▸ Your goal:
How many of the lines below have the word "Sort" in them? The answer is that number and nothing more.

▸ Records provided:
+ + + +
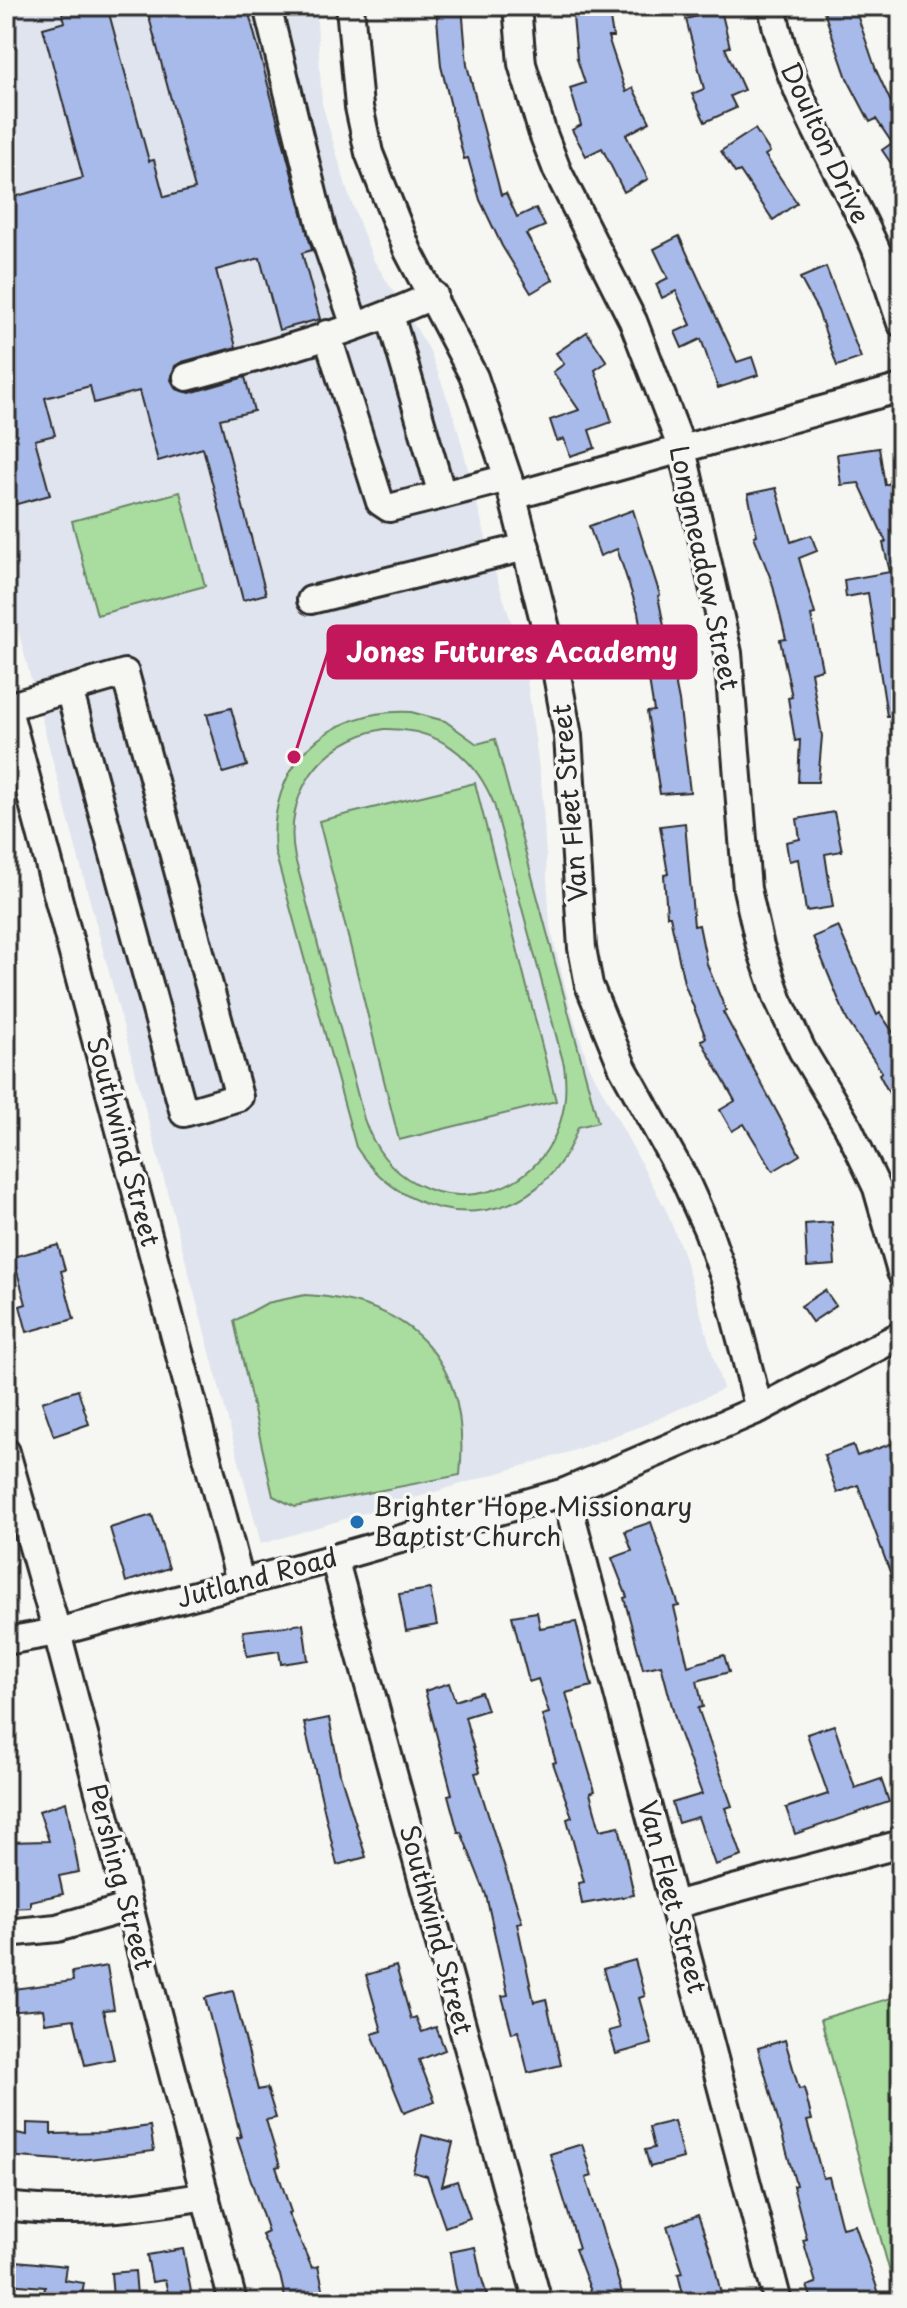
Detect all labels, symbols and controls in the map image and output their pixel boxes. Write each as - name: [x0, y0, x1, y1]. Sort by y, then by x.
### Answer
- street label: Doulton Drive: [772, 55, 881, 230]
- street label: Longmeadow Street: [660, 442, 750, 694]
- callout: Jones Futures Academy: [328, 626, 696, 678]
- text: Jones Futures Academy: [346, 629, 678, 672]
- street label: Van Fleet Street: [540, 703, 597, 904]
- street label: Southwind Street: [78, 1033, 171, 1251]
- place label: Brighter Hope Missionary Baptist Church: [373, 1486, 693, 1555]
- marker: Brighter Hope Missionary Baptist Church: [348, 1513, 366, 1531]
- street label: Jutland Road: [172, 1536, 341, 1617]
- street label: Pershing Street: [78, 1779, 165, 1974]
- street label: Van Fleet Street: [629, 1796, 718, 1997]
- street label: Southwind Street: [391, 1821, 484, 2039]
+ + + +
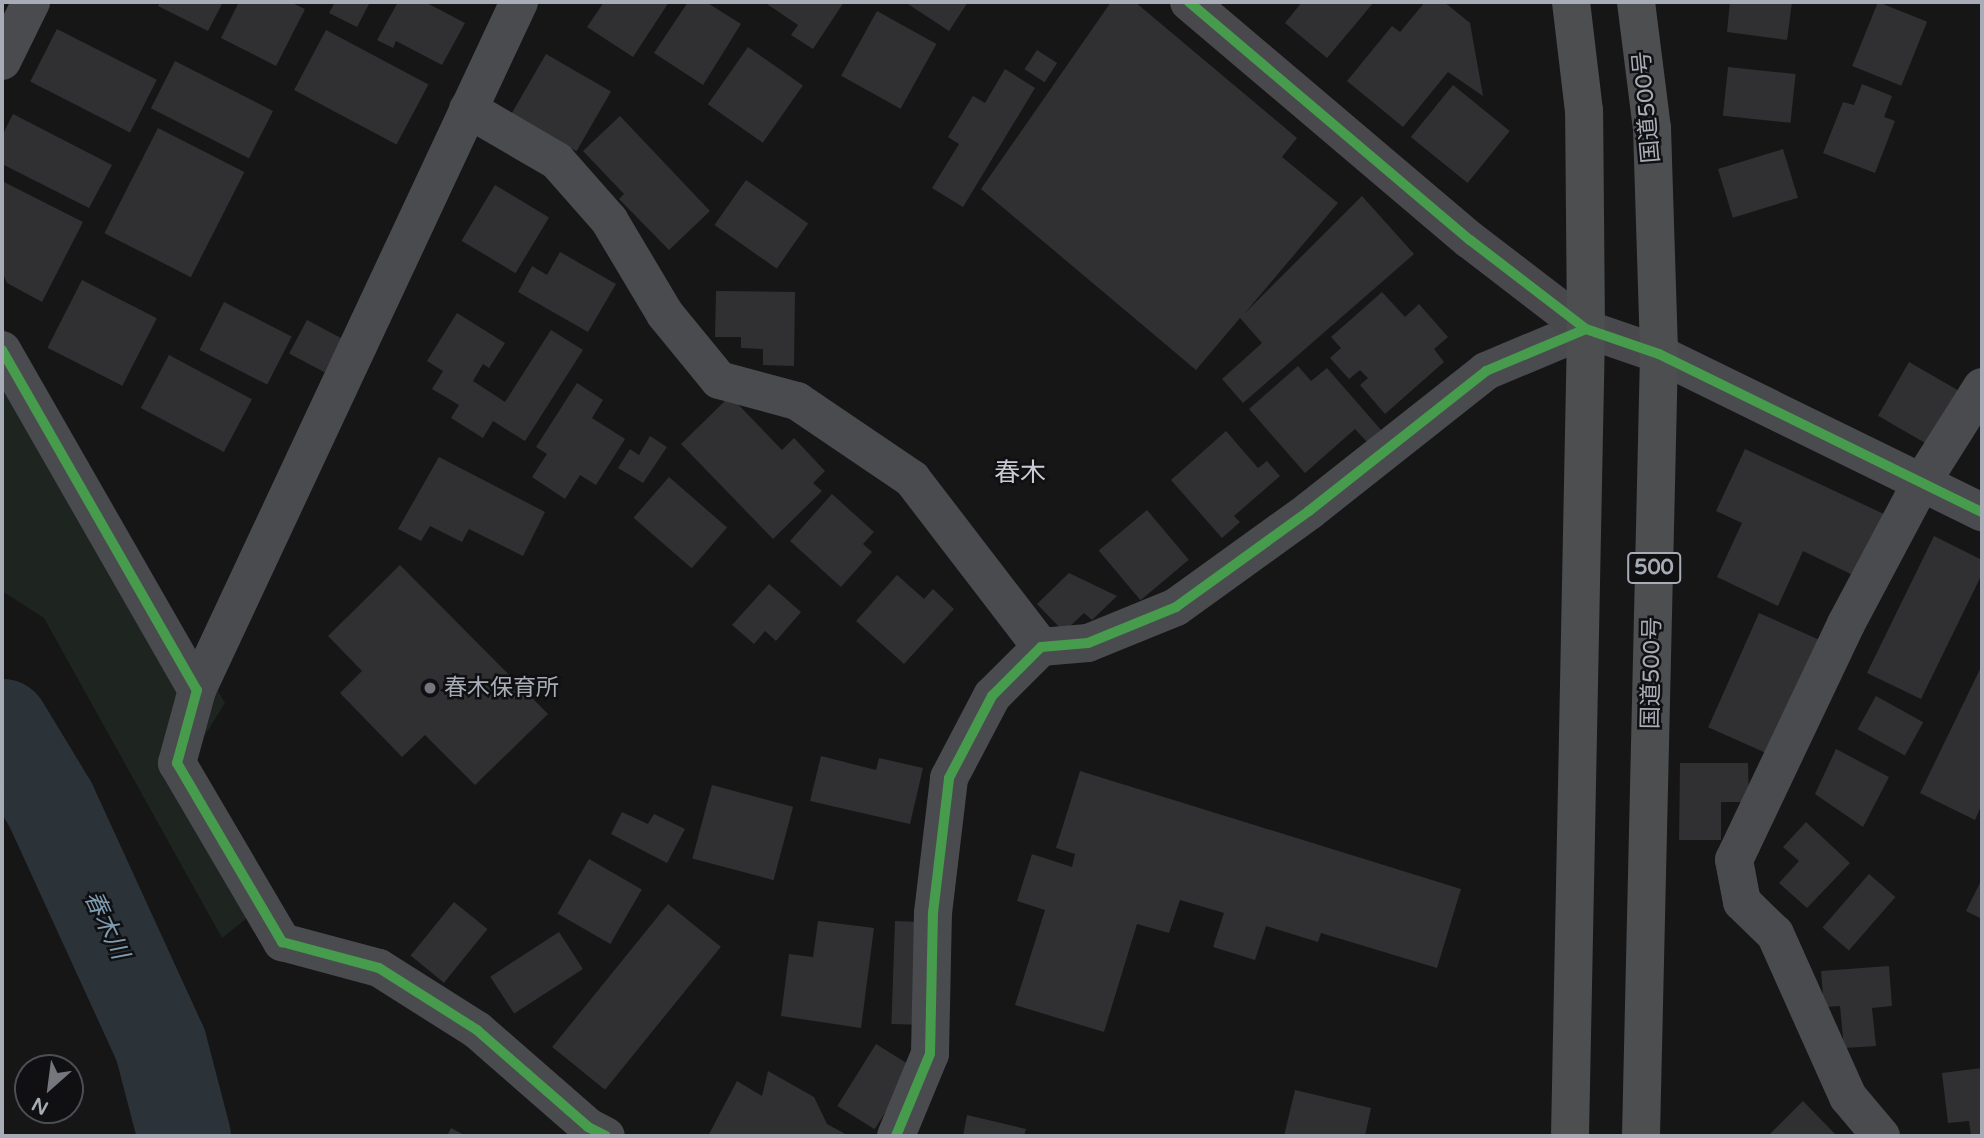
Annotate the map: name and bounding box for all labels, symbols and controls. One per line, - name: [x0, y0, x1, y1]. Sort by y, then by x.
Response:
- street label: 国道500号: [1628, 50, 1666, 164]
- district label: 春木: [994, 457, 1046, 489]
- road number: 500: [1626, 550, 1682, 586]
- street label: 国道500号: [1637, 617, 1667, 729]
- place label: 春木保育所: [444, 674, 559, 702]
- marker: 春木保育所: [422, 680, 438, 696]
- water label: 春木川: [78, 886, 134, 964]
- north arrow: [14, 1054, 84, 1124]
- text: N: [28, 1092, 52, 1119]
+ + + +
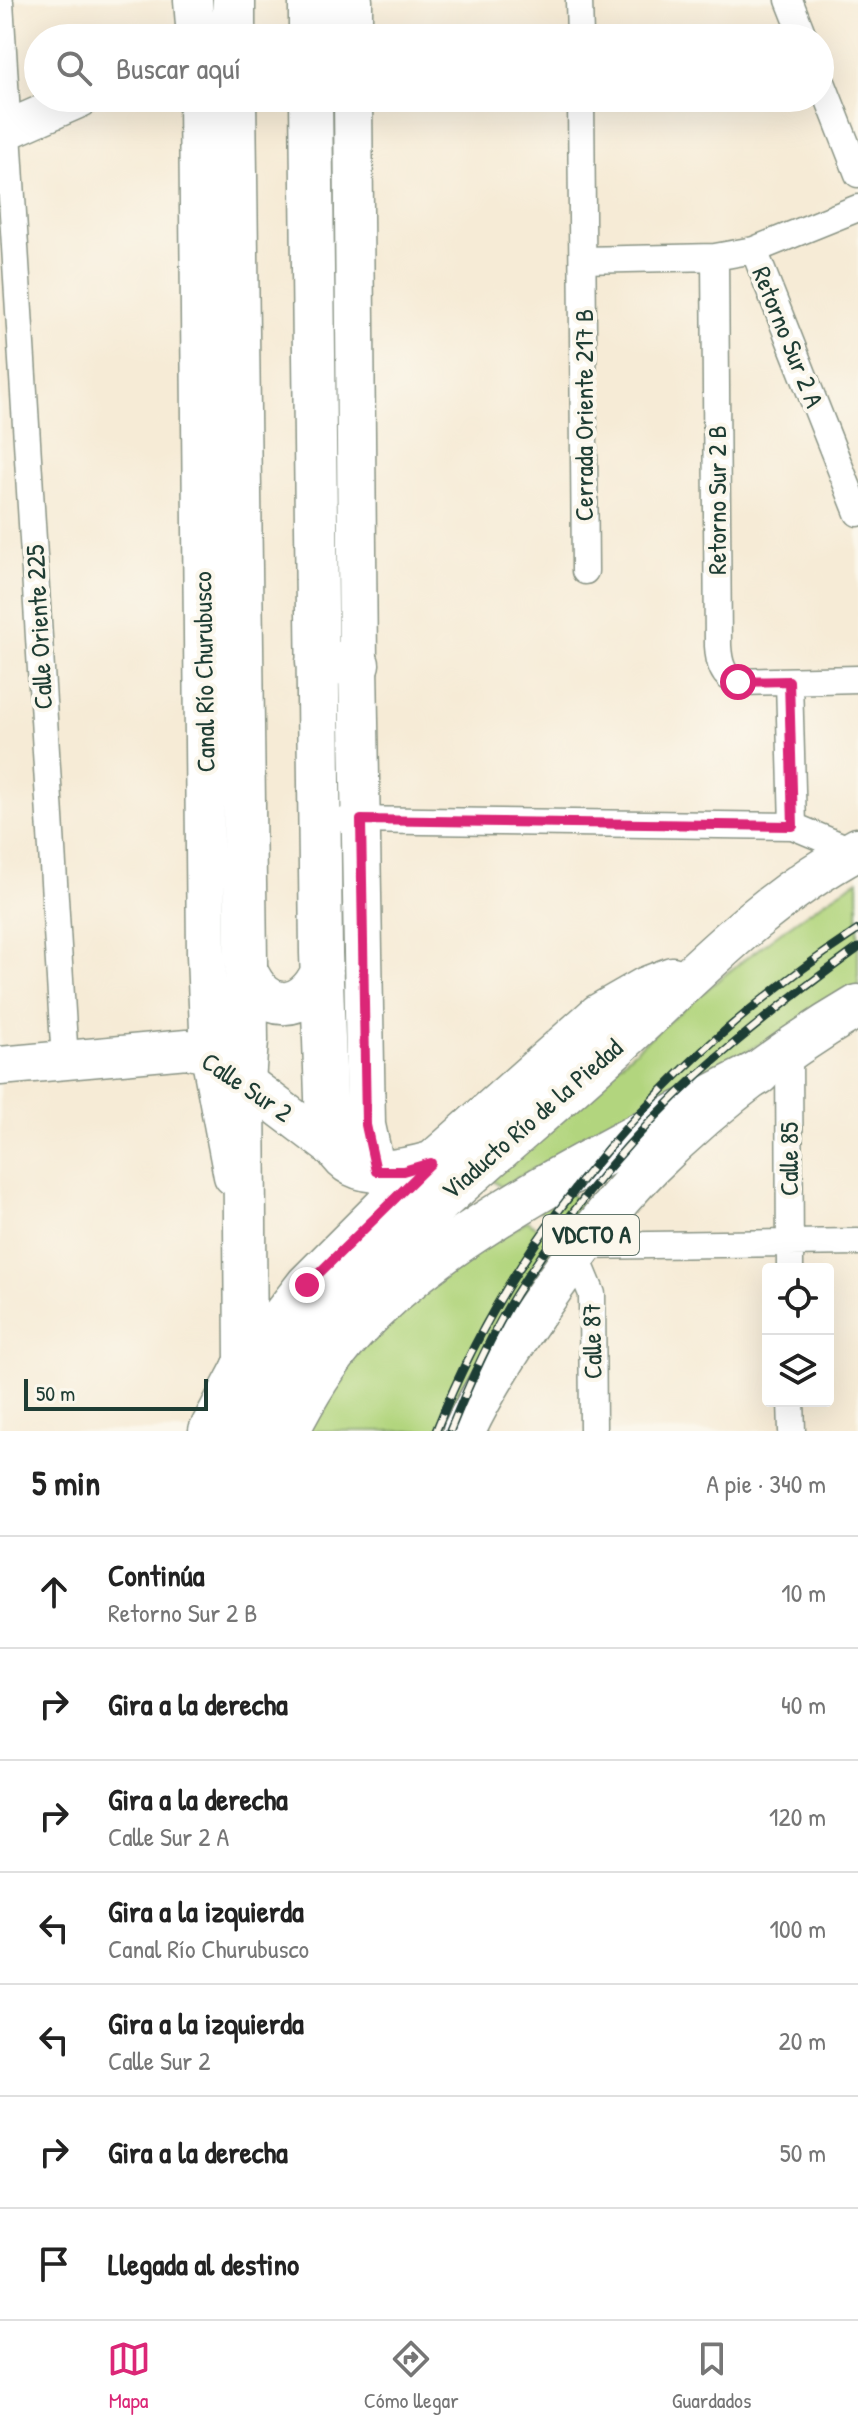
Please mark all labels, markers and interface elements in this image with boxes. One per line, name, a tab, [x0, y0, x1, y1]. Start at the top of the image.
+ + + +
▸ Problem solution:
2